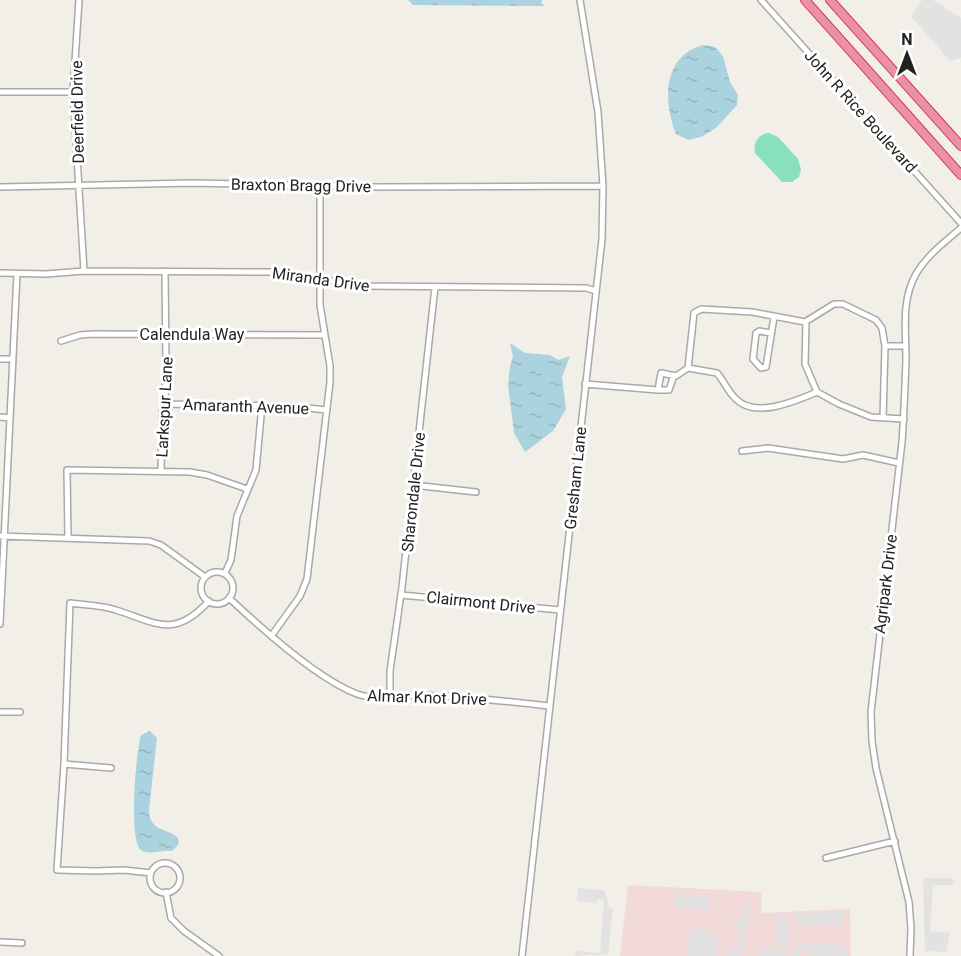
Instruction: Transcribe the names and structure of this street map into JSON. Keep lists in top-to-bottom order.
{
  "streets": {
    "street": [
      "John R Rice Boulevard",
      "Deerfield Drive",
      "Braxton Bragg Drive",
      "Miranda Drive",
      "Calendula Way",
      "Amaranth Avenue",
      "Larkspur Lane",
      "Gresham Lane",
      "Sharondale Drive",
      "Agripark Drive",
      "Clairmont Drive",
      "Almar Knot Drive"
    ]
  },
  "crossings": [
    ["Deerfield Drive", "Braxton Bragg Drive"],
    ["Deerfield Drive", "Miranda Drive"],
    ["Braxton Bragg Drive", "Gresham Lane"],
    ["Miranda Drive", "Larkspur Lane"],
    ["Miranda Drive", "Gresham Lane"],
    ["Miranda Drive", "Sharondale Drive"],
    ["Calendula Way", "Larkspur Lane"],
    ["Amaranth Avenue", "Larkspur Lane"],
    ["Gresham Lane", "Clairmont Drive"],
    ["Gresham Lane", "Almar Knot Drive"],
    ["Sharondale Drive", "Clairmont Drive"],
    ["Sharondale Drive", "Almar Knot Drive"]
  ],
  "north": "top"
}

+ + + + + + +

■ Activity ■
Within the entries above, find the string "Almar" and return each line that holds it.

■ Answer ■
      "Almar Knot Drive"
    ["Gresham Lane", "Almar Knot Drive"],
    ["Sharondale Drive", "Almar Knot Drive"]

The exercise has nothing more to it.